Лже-Думанский уселся в кресло рядом с Гуляевым, положил локти на стол и, подперев ладонями подбородок, уставился на хозяина.

— Чтой-то грустный вы какой-то нынче, Викентий Лексеич? — заботливо спросил тот. — Слыхал я, намедни супруга ваша погибла — видать, и вправду беда, утрата горькая. Злые языки говорят, будто неладно жили вы с ней, так мало ли, что собаки брешут, — гоните всех в шею, пустобрехов… Соболезную от души: Царствие Небесное новопреставленной (имени-то не имел чести знать, но Господу ведомо), вечная память и вечный покой! — Гость «скорбно» вздохнул, отвел глаза. — А ежели помощь требуется, я всегда рад выручить хорошего человека! Как ваше здоровьице будет? Что служба ваша, юр-риспруденция? — купец продолжал, не дожидаясь ответа, довольный, как все пьяные, что представилась возможность выговориться. — Да-а-а!
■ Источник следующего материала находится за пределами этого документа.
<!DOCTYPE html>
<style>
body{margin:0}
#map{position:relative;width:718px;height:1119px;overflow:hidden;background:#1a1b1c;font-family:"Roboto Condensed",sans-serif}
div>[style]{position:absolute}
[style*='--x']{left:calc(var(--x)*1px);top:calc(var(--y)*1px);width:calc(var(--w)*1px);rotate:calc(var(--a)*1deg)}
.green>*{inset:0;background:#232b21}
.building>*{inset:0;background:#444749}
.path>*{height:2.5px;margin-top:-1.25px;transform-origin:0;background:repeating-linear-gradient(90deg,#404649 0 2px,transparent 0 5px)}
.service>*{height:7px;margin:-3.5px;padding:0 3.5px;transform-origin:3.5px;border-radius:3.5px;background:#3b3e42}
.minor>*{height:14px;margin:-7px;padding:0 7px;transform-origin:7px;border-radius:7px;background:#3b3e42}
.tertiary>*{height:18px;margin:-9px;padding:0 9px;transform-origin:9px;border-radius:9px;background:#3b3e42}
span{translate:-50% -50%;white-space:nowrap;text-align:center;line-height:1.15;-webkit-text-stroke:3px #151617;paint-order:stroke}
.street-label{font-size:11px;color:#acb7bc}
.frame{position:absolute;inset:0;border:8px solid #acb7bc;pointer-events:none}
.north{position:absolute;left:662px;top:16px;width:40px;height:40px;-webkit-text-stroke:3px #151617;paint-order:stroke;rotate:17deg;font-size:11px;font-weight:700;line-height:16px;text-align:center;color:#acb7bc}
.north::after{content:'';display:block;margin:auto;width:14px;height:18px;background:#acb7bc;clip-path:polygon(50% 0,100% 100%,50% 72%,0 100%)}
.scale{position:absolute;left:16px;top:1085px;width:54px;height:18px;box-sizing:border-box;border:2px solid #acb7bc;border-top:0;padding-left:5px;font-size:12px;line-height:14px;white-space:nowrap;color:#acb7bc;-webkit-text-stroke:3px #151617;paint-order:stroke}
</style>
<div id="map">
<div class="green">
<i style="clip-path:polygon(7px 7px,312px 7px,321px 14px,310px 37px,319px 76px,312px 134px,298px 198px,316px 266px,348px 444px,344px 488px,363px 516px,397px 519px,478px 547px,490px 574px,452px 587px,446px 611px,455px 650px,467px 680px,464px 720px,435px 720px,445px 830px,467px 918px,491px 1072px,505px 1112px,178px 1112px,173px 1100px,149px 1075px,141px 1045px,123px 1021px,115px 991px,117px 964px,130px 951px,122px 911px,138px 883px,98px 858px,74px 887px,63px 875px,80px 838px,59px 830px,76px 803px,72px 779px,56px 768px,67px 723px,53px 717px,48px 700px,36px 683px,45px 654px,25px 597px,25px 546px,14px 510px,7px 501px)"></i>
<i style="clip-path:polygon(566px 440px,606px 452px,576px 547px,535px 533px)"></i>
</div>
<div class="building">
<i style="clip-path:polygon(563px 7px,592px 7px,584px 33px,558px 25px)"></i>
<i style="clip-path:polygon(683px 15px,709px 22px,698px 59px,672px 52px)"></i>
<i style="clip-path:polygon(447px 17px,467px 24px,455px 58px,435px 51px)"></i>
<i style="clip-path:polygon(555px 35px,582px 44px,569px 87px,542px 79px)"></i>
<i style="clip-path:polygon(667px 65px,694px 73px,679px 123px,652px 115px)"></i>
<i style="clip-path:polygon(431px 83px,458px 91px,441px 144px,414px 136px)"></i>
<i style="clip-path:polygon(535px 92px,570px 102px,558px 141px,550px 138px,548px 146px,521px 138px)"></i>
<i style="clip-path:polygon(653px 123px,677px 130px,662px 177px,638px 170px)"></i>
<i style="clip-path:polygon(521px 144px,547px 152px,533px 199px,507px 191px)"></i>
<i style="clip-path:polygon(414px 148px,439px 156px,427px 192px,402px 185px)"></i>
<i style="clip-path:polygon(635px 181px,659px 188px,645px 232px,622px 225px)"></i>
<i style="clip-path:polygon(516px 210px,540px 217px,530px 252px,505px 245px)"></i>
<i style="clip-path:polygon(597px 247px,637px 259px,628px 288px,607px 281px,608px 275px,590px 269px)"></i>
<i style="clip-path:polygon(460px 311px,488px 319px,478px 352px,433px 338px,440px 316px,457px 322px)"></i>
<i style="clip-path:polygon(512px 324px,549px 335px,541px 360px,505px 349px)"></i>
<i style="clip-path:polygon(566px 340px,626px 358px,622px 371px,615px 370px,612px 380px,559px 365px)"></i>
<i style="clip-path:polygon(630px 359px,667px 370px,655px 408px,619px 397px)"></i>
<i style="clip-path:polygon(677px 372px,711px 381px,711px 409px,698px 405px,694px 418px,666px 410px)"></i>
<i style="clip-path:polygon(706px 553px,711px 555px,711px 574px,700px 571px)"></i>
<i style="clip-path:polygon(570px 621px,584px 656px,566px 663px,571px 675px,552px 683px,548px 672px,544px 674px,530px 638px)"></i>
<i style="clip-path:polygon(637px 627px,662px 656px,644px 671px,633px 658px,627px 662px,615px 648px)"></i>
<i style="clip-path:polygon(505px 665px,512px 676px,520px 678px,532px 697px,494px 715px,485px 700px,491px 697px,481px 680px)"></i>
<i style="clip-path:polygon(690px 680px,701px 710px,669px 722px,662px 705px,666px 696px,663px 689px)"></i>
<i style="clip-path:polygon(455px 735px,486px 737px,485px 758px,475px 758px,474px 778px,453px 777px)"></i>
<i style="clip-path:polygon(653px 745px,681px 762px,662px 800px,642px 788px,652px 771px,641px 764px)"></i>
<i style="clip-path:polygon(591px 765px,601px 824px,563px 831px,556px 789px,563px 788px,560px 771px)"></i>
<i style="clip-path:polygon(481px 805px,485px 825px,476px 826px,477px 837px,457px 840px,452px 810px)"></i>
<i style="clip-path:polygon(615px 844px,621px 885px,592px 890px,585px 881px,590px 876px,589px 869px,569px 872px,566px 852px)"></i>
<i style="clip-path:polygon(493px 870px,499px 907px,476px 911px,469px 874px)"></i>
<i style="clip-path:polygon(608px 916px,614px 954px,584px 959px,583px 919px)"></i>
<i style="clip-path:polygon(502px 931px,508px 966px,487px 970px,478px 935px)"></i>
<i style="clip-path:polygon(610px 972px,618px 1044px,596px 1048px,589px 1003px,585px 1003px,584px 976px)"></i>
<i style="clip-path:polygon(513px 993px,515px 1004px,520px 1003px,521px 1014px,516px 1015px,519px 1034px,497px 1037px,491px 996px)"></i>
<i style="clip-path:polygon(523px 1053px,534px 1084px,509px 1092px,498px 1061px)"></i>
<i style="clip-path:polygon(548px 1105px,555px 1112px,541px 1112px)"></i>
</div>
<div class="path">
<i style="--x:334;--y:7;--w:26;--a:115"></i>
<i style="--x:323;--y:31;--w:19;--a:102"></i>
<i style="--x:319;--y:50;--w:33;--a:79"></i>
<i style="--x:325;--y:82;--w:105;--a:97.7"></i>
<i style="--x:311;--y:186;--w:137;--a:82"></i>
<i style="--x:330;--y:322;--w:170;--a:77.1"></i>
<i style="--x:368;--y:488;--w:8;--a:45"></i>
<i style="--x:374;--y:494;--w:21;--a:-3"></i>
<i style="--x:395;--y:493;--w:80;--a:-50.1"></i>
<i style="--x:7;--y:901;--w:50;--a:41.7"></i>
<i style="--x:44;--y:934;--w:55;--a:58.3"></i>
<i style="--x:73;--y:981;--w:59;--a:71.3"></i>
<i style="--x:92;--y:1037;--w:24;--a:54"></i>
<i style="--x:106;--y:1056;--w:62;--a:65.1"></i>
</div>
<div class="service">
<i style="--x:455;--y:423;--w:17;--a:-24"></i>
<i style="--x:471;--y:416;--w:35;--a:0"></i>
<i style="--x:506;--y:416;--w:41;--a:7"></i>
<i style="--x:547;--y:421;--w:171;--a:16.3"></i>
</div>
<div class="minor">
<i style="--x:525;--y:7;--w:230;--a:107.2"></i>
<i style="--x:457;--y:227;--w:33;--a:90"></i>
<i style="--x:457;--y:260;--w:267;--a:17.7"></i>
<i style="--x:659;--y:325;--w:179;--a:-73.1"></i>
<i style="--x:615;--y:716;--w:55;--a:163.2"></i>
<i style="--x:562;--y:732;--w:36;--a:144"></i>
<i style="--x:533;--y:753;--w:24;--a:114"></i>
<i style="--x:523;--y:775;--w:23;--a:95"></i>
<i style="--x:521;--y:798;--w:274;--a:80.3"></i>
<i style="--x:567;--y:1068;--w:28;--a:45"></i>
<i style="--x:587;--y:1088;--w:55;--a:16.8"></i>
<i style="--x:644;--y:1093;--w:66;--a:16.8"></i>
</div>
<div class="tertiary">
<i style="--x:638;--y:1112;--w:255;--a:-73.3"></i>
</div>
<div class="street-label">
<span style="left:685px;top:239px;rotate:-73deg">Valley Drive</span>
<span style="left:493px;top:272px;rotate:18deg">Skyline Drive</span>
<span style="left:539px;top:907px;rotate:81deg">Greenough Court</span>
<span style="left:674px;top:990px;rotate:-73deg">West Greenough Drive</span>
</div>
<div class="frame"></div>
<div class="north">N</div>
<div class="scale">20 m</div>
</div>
Вижу, тяжело поминать-то покойницу… Я вот тоже сегодня весь такой одинокий — тоска душу гложет, измучился совсем! Отчего бы? Суд этот, язви его, кончился, веселиться бы да гулять… Эх, Викентий Лексеич, дорогуша, скитался б я по тюрьмам, коли бы не вы! — На глазах Гуляева показались слезы. — Ну что, брат, может, выпьем по единой за успехи ваши да во спасение души моей пропащей? Я ведь от всего сердца: единая не сокрушит, ибо хорошее винцо красит лицо, душу мягчит, карманы легчит. Затейно? Так у нас, рыбинских-ярославских, заведено — пить с прибаутками!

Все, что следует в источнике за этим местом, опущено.